* _TASK TO COMPLETE_
Among the entries below, find each line holding "grid" and return it.

[Saved data entries]
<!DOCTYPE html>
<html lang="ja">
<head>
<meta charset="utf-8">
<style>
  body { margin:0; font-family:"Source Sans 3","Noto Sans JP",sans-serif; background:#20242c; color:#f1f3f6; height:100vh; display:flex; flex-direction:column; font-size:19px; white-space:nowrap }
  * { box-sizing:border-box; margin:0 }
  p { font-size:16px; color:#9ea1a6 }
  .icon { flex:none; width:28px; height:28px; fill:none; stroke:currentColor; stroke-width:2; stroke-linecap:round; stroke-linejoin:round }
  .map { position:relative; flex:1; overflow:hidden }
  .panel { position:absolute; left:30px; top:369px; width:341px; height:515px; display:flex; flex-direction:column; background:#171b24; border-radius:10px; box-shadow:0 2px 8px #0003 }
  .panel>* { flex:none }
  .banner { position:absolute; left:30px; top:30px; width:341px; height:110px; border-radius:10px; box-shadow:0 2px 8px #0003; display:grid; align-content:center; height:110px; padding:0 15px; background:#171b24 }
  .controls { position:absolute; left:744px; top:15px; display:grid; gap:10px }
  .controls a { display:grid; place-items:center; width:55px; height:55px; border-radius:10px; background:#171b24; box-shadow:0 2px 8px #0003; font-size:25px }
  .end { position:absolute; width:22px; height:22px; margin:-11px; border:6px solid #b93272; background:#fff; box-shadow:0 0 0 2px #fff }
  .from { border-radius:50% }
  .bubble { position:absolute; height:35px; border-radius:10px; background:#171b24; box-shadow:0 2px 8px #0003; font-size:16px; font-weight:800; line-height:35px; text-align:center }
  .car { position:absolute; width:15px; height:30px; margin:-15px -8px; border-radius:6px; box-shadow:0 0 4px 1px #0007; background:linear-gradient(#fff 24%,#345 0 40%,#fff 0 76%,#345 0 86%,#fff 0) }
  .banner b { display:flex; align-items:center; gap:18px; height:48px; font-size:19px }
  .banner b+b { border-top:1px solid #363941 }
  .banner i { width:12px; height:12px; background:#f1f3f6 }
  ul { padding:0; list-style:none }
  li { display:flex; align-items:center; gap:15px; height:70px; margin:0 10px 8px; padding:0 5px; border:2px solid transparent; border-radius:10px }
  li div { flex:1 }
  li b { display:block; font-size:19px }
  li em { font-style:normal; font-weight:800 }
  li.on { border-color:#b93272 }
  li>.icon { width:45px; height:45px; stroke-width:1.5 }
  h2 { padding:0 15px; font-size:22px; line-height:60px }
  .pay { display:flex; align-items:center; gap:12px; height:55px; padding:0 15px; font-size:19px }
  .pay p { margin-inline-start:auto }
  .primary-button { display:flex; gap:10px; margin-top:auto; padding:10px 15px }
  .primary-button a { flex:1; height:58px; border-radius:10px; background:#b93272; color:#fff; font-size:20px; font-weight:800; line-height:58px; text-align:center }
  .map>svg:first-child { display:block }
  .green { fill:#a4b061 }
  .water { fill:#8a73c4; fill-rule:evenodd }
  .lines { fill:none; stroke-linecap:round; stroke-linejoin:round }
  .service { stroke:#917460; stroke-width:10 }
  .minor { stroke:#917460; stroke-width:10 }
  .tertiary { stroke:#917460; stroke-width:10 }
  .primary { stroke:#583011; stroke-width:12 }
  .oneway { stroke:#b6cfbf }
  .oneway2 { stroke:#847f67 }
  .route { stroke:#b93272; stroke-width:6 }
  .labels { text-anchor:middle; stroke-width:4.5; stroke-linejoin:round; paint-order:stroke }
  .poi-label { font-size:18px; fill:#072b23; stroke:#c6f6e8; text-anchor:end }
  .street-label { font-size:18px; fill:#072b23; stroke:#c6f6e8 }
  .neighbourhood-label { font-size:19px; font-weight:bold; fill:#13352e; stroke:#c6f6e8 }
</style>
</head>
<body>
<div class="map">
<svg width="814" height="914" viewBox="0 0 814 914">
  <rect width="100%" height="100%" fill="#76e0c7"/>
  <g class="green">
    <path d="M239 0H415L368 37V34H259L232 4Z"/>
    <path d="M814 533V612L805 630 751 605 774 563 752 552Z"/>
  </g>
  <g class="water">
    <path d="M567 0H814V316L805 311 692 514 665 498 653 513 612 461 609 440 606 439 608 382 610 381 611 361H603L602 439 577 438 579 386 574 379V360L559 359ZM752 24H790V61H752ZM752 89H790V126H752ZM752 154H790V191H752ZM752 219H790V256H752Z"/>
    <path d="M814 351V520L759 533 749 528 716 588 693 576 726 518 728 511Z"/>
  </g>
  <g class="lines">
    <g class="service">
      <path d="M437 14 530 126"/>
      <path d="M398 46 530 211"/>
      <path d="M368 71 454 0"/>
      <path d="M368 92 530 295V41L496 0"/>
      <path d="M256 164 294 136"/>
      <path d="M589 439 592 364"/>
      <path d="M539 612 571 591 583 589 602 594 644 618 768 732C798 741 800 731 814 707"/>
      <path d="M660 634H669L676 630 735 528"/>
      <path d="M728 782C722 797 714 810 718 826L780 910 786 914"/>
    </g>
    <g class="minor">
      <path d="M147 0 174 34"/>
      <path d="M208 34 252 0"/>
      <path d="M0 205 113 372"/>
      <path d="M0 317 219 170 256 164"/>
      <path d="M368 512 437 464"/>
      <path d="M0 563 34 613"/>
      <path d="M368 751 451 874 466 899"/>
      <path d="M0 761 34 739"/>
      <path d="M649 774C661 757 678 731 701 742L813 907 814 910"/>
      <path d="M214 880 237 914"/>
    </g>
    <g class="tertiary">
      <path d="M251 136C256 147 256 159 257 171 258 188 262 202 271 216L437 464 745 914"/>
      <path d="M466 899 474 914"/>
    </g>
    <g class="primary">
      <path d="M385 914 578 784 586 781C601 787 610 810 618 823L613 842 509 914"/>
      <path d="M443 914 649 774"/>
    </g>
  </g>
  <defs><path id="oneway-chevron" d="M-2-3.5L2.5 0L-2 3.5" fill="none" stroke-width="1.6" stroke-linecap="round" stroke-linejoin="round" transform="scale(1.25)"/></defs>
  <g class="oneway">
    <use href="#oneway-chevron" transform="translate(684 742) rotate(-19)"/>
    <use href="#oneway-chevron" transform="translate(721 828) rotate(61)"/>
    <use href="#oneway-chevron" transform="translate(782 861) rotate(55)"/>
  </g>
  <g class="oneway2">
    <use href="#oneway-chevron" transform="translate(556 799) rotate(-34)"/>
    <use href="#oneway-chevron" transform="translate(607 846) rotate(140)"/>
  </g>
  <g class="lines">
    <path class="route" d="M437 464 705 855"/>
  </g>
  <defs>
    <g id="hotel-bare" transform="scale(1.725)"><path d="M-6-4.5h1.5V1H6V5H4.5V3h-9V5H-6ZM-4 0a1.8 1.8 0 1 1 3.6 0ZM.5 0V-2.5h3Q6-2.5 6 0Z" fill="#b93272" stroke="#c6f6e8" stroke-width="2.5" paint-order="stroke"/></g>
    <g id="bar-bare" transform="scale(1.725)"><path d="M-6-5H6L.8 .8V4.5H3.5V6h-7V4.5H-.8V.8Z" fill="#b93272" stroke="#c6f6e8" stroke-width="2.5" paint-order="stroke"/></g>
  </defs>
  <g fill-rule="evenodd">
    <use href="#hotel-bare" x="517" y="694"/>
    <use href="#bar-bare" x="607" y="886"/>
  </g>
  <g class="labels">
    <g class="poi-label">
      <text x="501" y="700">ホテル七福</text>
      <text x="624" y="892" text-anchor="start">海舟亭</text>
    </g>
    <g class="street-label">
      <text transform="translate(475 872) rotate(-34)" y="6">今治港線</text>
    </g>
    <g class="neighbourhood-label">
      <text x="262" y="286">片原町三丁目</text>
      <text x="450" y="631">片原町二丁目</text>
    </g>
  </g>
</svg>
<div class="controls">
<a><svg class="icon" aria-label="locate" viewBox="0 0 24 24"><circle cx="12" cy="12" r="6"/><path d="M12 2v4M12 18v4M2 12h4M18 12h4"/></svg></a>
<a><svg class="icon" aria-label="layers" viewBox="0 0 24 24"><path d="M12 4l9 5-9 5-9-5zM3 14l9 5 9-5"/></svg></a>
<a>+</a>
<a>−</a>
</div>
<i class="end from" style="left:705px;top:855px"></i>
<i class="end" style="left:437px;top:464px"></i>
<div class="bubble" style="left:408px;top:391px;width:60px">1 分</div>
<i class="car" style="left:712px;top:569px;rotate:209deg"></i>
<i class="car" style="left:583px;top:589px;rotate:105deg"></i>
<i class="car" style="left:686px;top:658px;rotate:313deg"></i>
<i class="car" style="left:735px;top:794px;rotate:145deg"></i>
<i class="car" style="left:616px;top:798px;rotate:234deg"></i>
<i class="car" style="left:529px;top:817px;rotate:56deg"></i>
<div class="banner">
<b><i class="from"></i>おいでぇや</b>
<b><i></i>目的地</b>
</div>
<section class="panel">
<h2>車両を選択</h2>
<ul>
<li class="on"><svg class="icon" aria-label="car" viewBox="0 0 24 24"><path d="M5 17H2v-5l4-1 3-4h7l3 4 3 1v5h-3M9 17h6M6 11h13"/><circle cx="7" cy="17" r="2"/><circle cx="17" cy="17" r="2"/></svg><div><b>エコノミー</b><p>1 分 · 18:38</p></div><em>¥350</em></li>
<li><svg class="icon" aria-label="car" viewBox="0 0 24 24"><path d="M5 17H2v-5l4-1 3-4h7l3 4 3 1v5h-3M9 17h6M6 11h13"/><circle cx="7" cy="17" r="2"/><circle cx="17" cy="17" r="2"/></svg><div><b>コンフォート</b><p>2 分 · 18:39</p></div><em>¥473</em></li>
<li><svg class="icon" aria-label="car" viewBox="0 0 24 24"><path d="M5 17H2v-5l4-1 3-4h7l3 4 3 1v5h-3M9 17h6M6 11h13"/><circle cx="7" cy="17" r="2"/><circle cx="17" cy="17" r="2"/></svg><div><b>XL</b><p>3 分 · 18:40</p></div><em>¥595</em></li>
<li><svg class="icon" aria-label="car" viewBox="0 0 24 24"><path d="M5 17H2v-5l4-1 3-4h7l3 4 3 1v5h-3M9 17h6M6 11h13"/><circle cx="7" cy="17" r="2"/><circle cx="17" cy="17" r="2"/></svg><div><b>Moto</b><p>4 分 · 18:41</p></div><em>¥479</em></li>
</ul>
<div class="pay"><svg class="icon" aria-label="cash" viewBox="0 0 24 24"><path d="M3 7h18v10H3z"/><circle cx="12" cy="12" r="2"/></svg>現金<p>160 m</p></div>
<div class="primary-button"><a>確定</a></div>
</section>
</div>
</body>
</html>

* _EXERCISE OUTPUT_
  .banner { position:absolute; left:30px; top:30px; width:341px; height:110px; border-radius:10px; box-shadow:0 2px 8px #0003; display:grid; align-content:center; height:110px; padding:0 15px; background:#171b24 }
  .controls { position:absolute; left:744px; top:15px; display:grid; gap:10px }
  .controls a { display:grid; place-items:center; width:55px; height:55px; border-radius:10px; background:#171b24; box-shadow:0 2px 8px #0003; font-size:25px }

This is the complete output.